MATERIAL FOR THIS EXERCISE:

■ ■ ■ ■

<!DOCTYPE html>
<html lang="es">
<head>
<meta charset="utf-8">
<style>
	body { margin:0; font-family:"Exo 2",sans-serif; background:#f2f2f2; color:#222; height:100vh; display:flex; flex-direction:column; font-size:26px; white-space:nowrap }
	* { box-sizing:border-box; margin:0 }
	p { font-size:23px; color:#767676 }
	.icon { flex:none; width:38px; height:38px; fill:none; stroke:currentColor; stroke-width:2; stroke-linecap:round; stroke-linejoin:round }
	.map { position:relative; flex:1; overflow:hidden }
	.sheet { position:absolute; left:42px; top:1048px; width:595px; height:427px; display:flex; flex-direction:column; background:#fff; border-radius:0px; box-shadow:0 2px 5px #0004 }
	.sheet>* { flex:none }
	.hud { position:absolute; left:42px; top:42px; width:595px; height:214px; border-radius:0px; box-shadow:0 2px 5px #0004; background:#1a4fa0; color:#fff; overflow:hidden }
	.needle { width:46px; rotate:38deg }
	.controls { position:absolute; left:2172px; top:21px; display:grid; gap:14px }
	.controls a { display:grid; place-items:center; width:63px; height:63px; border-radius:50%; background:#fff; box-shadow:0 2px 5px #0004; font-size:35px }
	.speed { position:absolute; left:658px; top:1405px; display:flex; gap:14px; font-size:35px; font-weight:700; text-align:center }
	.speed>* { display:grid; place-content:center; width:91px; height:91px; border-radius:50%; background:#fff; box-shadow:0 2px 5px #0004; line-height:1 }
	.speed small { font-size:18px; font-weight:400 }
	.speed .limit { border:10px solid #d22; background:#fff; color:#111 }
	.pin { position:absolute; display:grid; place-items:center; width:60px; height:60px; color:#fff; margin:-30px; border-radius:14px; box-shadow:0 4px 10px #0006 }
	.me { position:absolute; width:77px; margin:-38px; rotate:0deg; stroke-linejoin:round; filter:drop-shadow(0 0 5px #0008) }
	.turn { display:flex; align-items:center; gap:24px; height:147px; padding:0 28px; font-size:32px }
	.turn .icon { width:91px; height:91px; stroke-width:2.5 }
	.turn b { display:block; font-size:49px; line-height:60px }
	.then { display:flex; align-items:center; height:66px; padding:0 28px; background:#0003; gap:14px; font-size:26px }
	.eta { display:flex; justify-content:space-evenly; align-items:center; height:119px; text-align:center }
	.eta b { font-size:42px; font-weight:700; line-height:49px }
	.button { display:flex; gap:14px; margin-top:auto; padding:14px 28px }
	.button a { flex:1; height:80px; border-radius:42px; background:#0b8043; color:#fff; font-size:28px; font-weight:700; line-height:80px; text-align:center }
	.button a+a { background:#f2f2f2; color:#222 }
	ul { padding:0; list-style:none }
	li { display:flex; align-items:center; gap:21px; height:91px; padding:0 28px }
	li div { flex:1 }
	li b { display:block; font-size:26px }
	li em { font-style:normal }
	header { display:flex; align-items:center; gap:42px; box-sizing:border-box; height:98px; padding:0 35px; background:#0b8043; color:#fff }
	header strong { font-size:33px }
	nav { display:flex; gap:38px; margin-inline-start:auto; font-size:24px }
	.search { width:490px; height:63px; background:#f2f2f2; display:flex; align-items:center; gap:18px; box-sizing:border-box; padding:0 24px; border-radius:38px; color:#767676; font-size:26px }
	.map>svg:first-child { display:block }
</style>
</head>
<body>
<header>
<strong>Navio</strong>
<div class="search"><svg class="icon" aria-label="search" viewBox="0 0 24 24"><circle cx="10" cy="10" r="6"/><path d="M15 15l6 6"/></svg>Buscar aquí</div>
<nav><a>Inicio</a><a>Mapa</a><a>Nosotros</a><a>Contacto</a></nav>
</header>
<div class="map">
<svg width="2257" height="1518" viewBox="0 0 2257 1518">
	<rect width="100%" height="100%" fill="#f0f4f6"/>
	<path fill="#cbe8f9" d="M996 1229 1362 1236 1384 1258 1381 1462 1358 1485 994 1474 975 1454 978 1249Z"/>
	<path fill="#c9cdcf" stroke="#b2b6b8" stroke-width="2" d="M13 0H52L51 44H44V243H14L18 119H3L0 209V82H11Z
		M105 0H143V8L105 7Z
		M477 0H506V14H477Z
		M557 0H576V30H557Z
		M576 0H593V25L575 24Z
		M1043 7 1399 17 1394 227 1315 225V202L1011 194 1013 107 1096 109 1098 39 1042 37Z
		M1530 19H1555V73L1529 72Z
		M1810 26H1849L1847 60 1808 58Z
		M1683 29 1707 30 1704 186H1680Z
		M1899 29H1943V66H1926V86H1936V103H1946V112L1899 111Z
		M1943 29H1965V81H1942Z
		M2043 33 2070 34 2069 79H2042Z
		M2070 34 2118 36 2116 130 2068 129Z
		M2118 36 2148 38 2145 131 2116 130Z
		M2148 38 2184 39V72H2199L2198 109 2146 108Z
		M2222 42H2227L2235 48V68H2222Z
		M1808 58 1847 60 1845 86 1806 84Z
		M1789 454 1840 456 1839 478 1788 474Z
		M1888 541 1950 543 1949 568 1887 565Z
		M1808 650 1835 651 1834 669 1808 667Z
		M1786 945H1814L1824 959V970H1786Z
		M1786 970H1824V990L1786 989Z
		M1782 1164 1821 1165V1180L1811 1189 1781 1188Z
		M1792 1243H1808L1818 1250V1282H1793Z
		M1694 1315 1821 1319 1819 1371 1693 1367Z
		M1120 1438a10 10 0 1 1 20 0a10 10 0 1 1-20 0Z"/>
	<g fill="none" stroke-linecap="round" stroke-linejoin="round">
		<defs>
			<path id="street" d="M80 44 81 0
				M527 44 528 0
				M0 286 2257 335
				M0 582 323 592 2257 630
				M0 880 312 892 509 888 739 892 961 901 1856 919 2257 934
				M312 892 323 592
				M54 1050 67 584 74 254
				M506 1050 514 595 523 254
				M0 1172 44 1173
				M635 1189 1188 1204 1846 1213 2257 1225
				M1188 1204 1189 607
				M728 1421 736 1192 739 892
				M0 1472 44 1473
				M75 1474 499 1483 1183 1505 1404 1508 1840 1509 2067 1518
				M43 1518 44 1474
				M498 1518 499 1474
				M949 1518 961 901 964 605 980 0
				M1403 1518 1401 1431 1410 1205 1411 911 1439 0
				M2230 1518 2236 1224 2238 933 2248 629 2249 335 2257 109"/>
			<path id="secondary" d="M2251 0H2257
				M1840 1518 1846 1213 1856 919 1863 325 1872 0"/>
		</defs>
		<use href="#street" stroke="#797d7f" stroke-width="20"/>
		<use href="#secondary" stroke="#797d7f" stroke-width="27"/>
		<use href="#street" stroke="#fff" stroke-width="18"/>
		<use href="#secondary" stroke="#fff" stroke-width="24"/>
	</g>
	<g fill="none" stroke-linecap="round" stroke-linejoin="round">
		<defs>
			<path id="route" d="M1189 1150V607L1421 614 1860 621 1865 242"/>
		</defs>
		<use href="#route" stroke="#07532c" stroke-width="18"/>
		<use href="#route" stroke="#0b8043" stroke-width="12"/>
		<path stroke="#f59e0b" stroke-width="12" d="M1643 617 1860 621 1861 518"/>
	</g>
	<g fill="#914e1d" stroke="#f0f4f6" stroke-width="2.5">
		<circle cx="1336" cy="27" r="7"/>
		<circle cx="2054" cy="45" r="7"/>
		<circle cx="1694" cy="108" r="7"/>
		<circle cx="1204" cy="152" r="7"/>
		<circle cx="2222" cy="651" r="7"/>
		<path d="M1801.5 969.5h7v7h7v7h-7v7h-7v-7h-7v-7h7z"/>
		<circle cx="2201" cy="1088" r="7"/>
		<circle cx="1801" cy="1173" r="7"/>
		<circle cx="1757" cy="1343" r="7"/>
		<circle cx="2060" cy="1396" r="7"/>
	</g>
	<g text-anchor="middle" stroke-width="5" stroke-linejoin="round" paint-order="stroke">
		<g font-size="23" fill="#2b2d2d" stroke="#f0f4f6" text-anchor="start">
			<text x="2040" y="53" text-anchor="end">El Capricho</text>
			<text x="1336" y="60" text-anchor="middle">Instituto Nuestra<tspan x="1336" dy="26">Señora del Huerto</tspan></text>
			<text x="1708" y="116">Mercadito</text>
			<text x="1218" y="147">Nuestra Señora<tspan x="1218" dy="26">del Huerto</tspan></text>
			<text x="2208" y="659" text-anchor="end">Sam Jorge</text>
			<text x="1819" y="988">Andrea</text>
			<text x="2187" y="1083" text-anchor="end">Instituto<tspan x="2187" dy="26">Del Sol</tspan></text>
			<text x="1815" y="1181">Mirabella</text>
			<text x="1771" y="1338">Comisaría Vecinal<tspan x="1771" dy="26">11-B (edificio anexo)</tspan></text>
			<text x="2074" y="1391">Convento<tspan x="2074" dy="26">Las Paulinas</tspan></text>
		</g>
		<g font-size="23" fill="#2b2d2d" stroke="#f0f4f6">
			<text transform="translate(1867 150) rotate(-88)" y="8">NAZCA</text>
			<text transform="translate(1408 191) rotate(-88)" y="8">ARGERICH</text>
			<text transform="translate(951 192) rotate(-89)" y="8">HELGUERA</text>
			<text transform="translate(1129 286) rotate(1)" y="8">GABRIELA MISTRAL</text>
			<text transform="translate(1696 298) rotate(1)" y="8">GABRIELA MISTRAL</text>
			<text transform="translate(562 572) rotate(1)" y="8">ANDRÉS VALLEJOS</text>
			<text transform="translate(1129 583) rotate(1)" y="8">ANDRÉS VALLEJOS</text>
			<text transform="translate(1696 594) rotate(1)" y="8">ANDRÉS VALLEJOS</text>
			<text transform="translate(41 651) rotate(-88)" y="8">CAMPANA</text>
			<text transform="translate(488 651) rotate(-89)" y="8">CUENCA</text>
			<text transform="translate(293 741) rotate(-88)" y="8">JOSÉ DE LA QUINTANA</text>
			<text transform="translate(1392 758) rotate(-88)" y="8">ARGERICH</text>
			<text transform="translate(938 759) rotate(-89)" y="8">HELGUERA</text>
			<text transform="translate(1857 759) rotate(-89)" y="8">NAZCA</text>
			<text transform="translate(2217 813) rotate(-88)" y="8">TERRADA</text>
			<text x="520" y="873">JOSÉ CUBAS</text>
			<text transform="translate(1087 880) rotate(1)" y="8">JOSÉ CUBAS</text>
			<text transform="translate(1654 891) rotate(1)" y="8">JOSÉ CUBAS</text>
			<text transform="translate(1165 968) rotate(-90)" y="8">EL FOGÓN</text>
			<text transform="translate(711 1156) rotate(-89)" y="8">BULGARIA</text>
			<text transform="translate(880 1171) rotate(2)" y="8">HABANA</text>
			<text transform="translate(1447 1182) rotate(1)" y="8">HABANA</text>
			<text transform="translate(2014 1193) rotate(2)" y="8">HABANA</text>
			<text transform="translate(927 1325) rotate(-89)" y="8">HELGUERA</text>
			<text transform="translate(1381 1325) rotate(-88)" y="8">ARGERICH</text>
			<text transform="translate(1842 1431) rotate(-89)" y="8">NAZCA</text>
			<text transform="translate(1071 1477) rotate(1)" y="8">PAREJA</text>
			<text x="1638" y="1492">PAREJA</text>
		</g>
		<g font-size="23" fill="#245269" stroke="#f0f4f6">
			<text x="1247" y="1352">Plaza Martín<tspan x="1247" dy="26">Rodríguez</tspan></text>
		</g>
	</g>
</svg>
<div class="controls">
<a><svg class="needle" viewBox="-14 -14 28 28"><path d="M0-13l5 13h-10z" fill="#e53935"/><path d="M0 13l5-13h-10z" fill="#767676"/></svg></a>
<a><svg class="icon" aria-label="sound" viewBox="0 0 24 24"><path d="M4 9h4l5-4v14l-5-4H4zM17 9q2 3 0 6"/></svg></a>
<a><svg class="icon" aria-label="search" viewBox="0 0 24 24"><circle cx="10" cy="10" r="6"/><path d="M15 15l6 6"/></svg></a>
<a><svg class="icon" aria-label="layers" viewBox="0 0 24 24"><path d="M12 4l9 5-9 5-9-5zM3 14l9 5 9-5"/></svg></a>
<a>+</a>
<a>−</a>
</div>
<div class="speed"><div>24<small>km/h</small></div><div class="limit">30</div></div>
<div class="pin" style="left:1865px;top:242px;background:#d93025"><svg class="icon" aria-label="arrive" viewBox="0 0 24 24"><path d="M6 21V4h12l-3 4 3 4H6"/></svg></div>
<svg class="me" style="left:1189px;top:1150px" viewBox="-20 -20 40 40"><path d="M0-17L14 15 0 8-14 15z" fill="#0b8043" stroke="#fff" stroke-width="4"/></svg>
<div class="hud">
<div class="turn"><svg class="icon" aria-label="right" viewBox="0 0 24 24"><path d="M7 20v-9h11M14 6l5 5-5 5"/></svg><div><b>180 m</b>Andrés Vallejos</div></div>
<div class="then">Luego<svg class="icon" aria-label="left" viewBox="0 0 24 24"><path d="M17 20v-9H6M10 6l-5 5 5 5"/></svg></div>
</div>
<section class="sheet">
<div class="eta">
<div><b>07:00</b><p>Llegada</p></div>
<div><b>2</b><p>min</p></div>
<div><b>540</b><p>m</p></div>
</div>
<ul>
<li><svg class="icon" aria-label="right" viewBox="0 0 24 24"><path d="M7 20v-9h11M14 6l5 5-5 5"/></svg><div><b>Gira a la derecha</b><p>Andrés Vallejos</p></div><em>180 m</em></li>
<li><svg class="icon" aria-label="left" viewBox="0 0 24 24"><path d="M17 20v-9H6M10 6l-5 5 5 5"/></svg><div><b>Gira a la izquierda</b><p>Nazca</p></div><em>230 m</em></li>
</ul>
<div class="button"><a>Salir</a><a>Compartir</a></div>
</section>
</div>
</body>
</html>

■ ■ ■ ■

WORK TASK: What is needed is every line from the beginning of the data up to and including the line with "display:flex; justify-content:space-evenly; align-items:center;", given again word for word.

ANSWER SPACE:
<!DOCTYPE html>
<html lang="es">
<head>
<meta charset="utf-8">
<style>
	body { margin:0; font-family:"Exo 2",sans-serif; background:#f2f2f2; color:#222; height:100vh; display:flex; flex-direction:column; font-size:26px; white-space:nowrap }
	* { box-sizing:border-box; margin:0 }
	p { font-size:23px; color:#767676 }
	.icon { flex:none; width:38px; height:38px; fill:none; stroke:currentColor; stroke-width:2; stroke-linecap:round; stroke-linejoin:round }
	.map { position:relative; flex:1; overflow:hidden }
	.sheet { position:absolute; left:42px; top:1048px; width:595px; height:427px; display:flex; flex-direction:column; background:#fff; border-radius:0px; box-shadow:0 2px 5px #0004 }
	.sheet>* { flex:none }
	.hud { position:absolute; left:42px; top:42px; width:595px; height:214px; border-radius:0px; box-shadow:0 2px 5px #0004; background:#1a4fa0; color:#fff; overflow:hidden }
	.needle { width:46px; rotate:38deg }
	.controls { position:absolute; left:2172px; top:21px; display:grid; gap:14px }
	.controls a { display:grid; place-items:center; width:63px; height:63px; border-radius:50%; background:#fff; box-shadow:0 2px 5px #0004; font-size:35px }
	.speed { position:absolute; left:658px; top:1405px; display:flex; gap:14px; font-size:35px; font-weight:700; text-align:center }
	.speed>* { display:grid; place-content:center; width:91px; height:91px; border-radius:50%; background:#fff; box-shadow:0 2px 5px #0004; line-height:1 }
	.speed small { font-size:18px; font-weight:400 }
	.speed .limit { border:10px solid #d22; background:#fff; color:#111 }
	.pin { position:absolute; display:grid; place-items:center; width:60px; height:60px; color:#fff; margin:-30px; border-radius:14px; box-shadow:0 4px 10px #0006 }
	.me { position:absolute; width:77px; margin:-38px; rotate:0deg; stroke-linejoin:round; filter:drop-shadow(0 0 5px #0008) }
	.turn { display:flex; align-items:center; gap:24px; height:147px; padding:0 28px; font-size:32px }
	.turn .icon { width:91px; height:91px; stroke-width:2.5 }
	.turn b { display:block; font-size:49px; line-height:60px }
	.then { display:flex; align-items:center; height:66px; padding:0 28px; background:#0003; gap:14px; font-size:26px }
	.eta { display:flex; justify-content:space-evenly; align-items:center; height:119px; text-align:center }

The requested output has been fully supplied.